Listed entries:
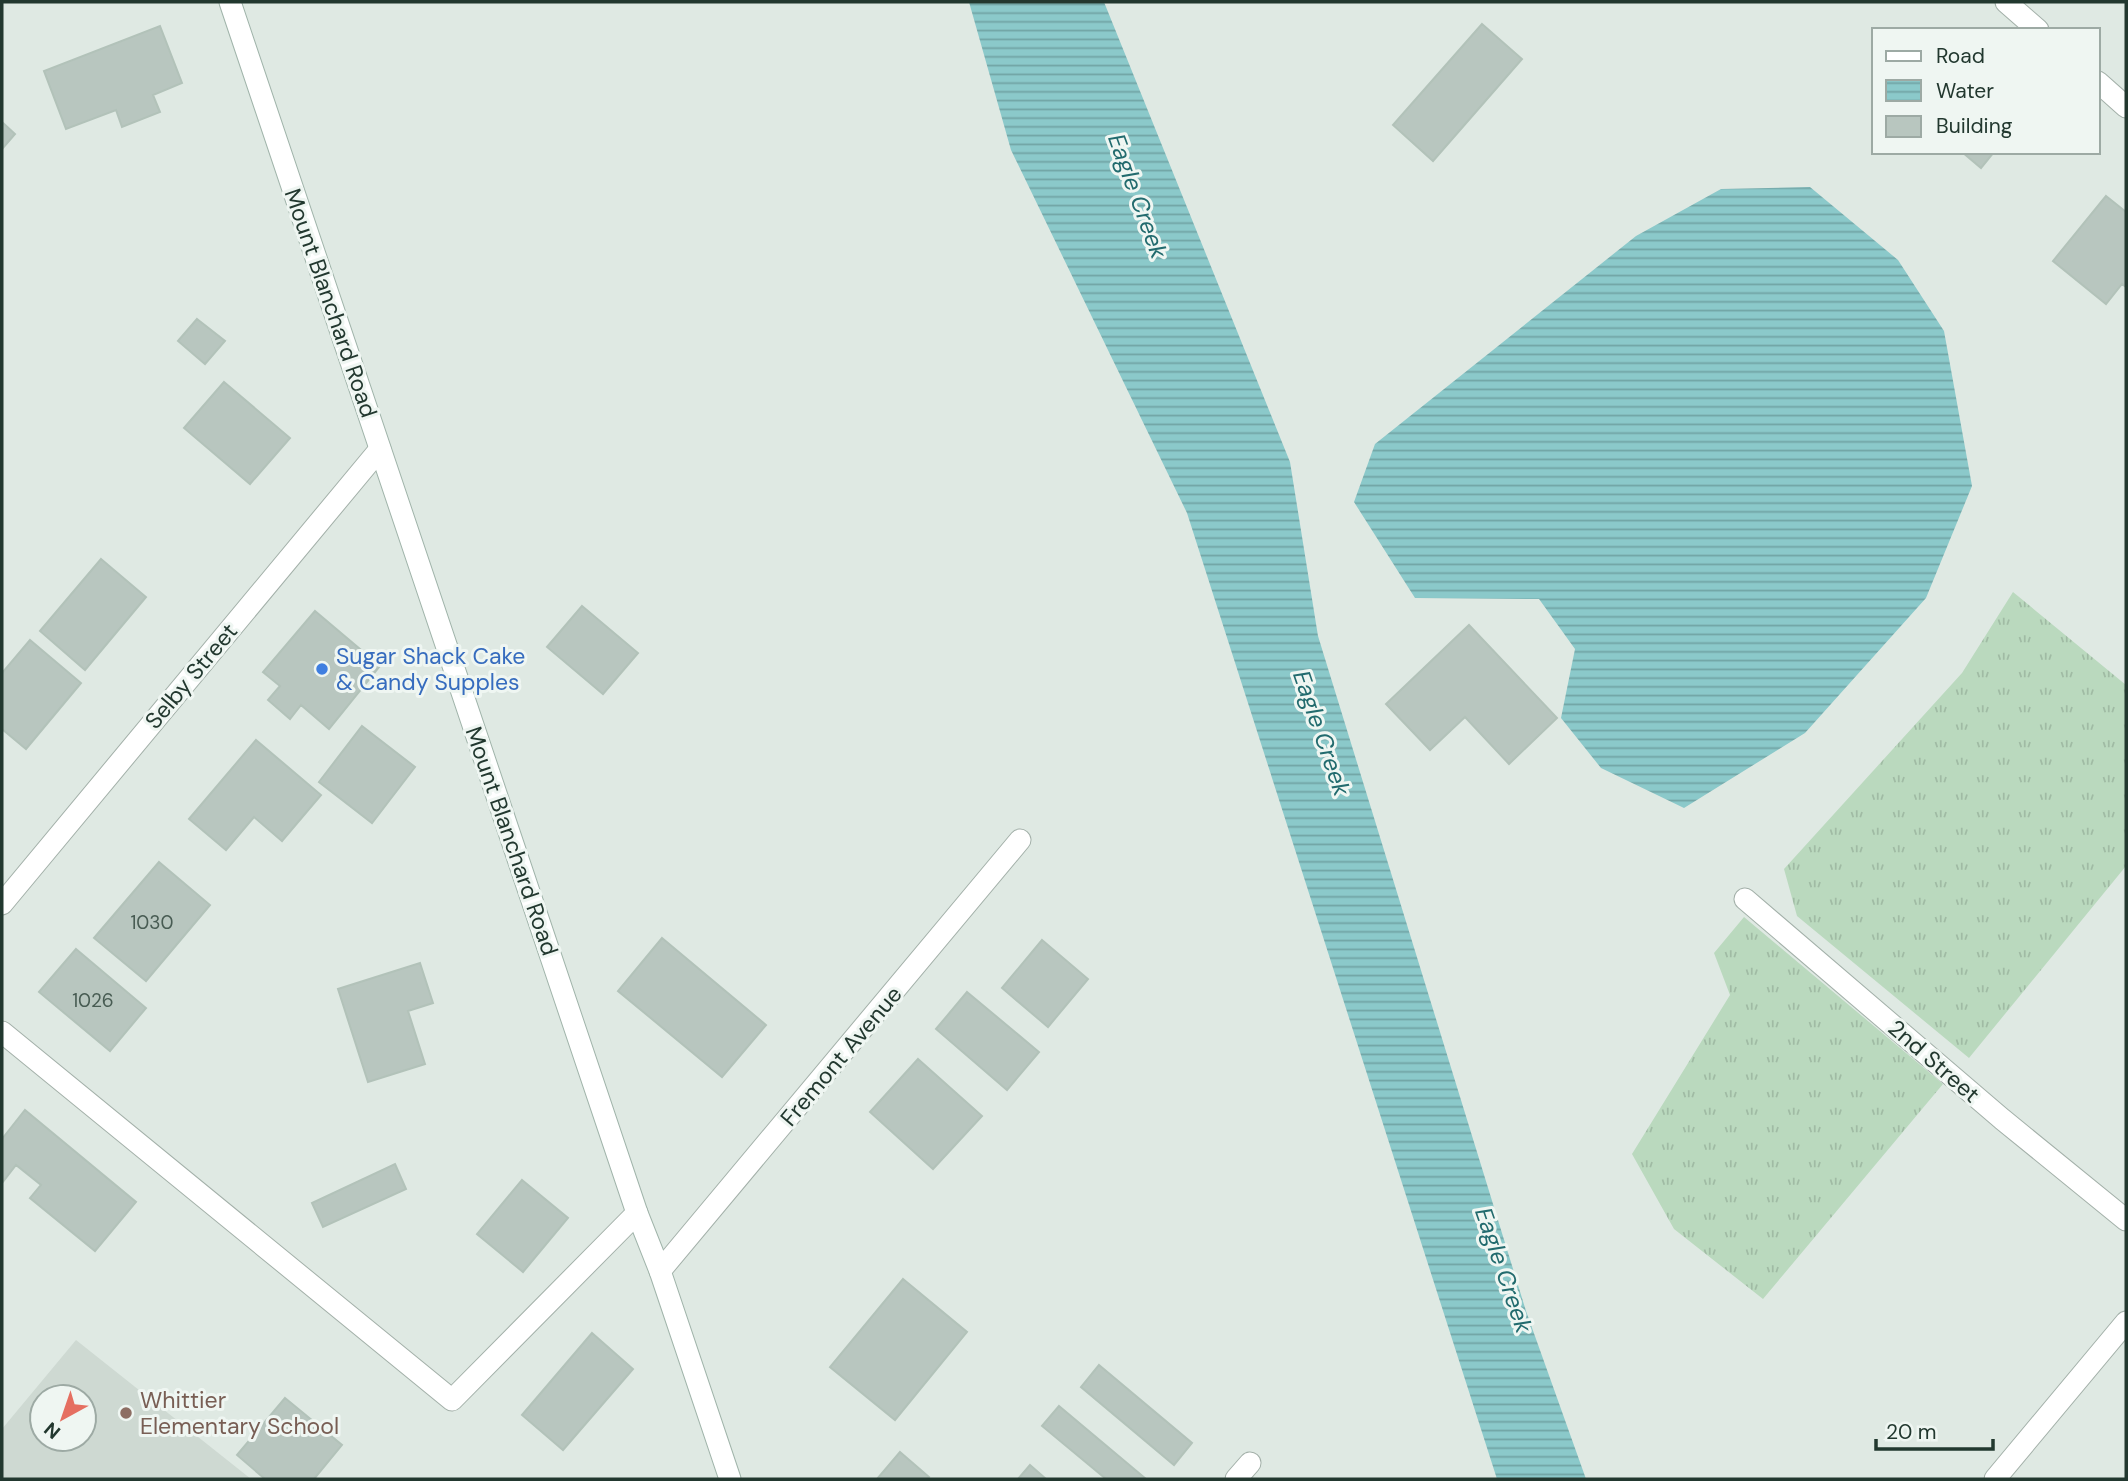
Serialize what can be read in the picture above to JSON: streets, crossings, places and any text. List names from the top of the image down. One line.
{"streets":{"street":["Mount Blanchard Road","Selby Street","Fremont Avenue","2nd Street"]},"crossings":[["Mount Blanchard Road","Selby Street"],["Mount Blanchard Road","Fremont Avenue"]],"water":["Eagle Creek"],"places":["Sugar Shack Cake & Candy Supples","Whittier Elementary School"],"house_numbers":["1030","1026"],"legend":["Road","Water","Building"],"scale_bar":"20 m","north":"bottom left"}
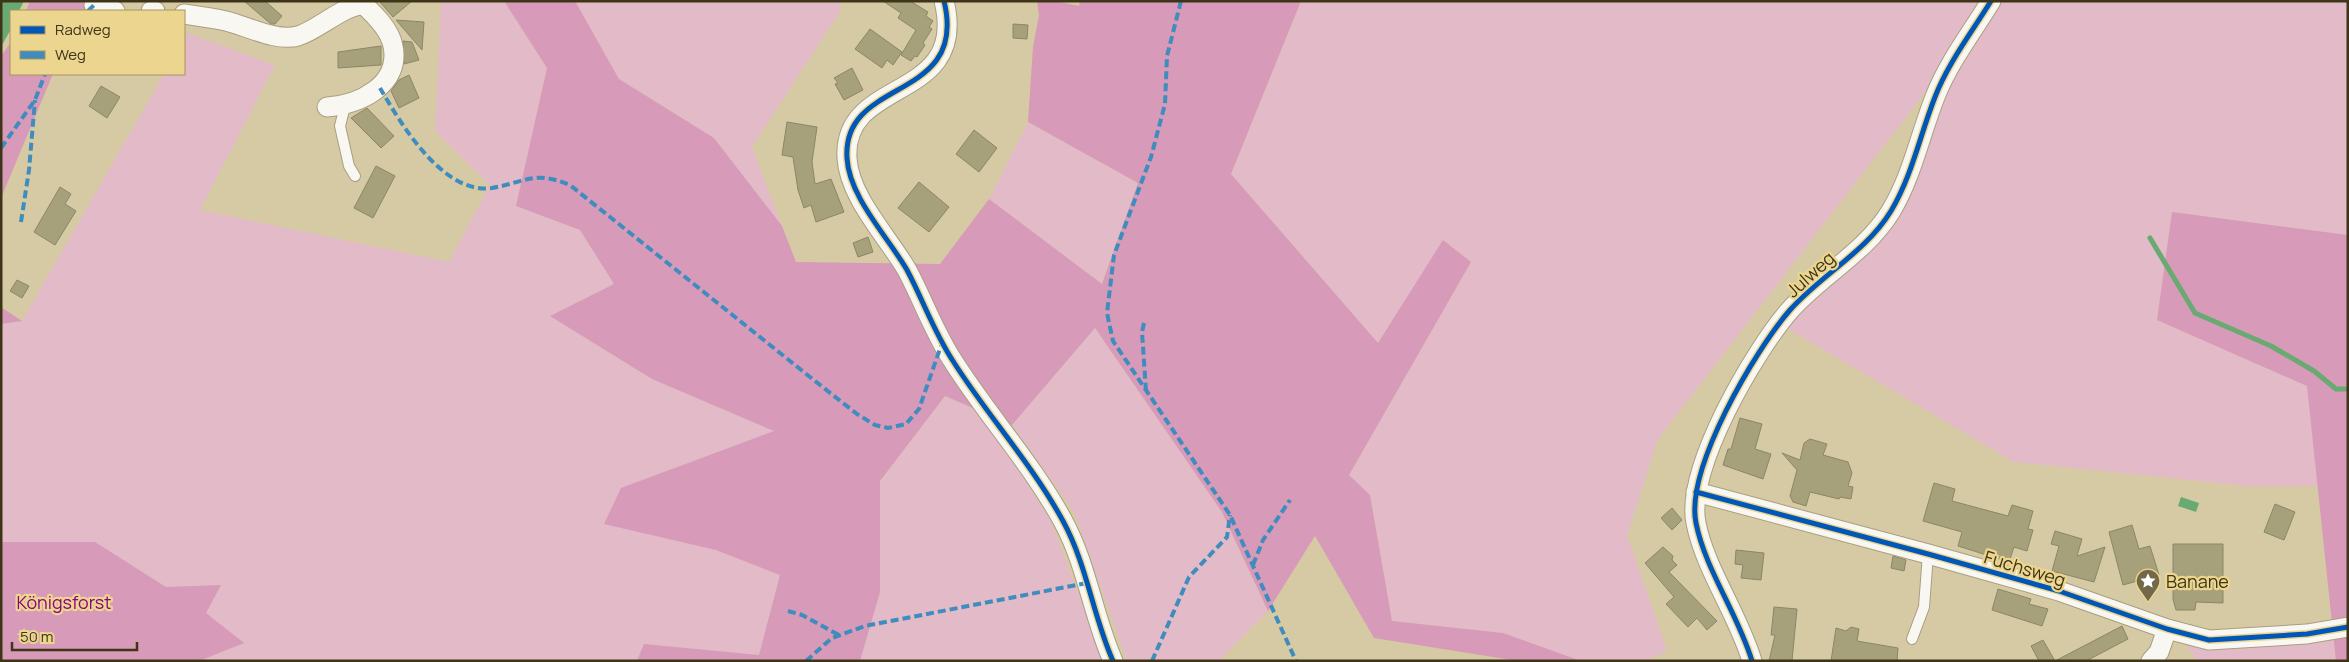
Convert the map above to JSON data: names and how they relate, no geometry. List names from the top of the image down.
{
  "streets": {
    "street": ["Julweg", "Fuchsweg"]
  },
  "crossings": [
    ["Julweg", "Fuchsweg"]
  ],
  "parks": ["Königsforst"],
  "places": {
    "place": ["Banane"]
  },
  "legend": ["Radweg", "Weg"],
  "scale_bar": "50 m"
}
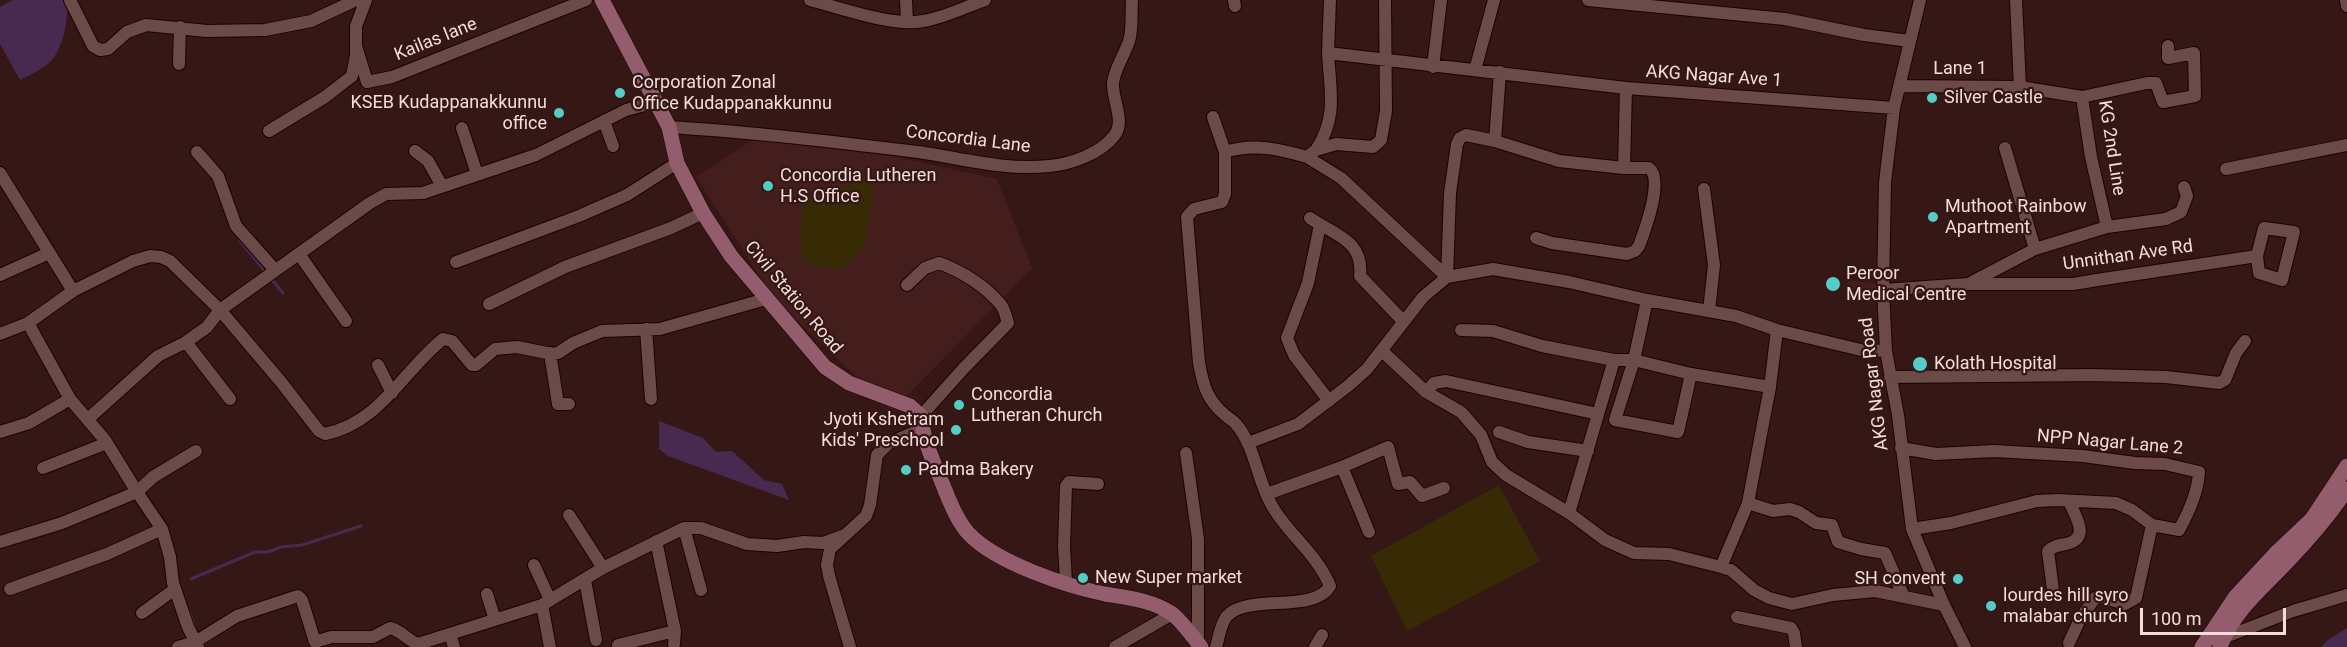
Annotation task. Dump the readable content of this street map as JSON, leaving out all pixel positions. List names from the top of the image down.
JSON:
{
  "streets": {
    "main road": ["Civil Station Road"],
    "street": [
      "Kailas lane",
      "Lane 1",
      "AKG Nagar Ave 1",
      "Concordia Lane",
      "KG 2nd Line",
      "Unnithan Ave Rd",
      "AKG Nagar Road",
      "NPP Nagar Lane 2"
    ]
  },
  "crossings": [
    ["Lane 1", "KG 2nd Line"],
    ["Lane 1", "AKG Nagar Road"],
    ["AKG Nagar Ave 1", "AKG Nagar Road"],
    ["Concordia Lane", "Civil Station Road"],
    ["Unnithan Ave Rd", "AKG Nagar Road"],
    ["AKG Nagar Road", "NPP Nagar Lane 2"]
  ],
  "places": [
    "Corporation Zonal Office Kudappanakkunnu",
    "Silver Castle",
    "KSEB Kudappanakkunnu office",
    "Concordia Lutheren H.S Office",
    "Muthoot Rainbow Apartment",
    "Peroor Medical Centre",
    "Kolath Hospital",
    "Concordia Lutheran Church",
    "Jyoti Kshetram Kids' Preschool",
    "Padma Bakery",
    "New Super market",
    "SH convent",
    "lourdes hill syro malabar church"
  ],
  "scale_bar": "100 m"
}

Task instructions: Return exactly what appears from the opening line of the material through the line with "Annotation task. Dump", apart from the pictures.

Result for this exercise:
Serialize what can be read in the picture above to JSON: streets, crossings, places and any text. List names from the top of the image down. One line.
{"streets":{"street":["Mount Blanchard Road","Selby Street","Fremont Avenue","2nd Street"]},"crossings":[["Mount Blanchard Road","Selby Street"],["Mount Blanchard Road","Fremont Avenue"]],"water":["Eagle Creek"],"places":["Sugar Shack Cake & Candy Supples","Whittier Elementary School"],"house_numbers":["1030","1026"],"legend":["Road","Water","Building"],"scale_bar":"20 m","north":"bottom left"}
Convert the map above to JSON data: names and how they relate, no geometry. List names from the top of the image down.
{
  "streets": {
    "street": ["Julweg", "Fuchsweg"]
  },
  "crossings": [
    ["Julweg", "Fuchsweg"]
  ],
  "parks": ["Königsforst"],
  "places": {
    "place": ["Banane"]
  },
  "legend": ["Radweg", "Weg"],
  "scale_bar": "50 m"
}
Annotation task. Dump the readable content of this street map as JSON, leaving out all pixel positions. List names from the top of the image down.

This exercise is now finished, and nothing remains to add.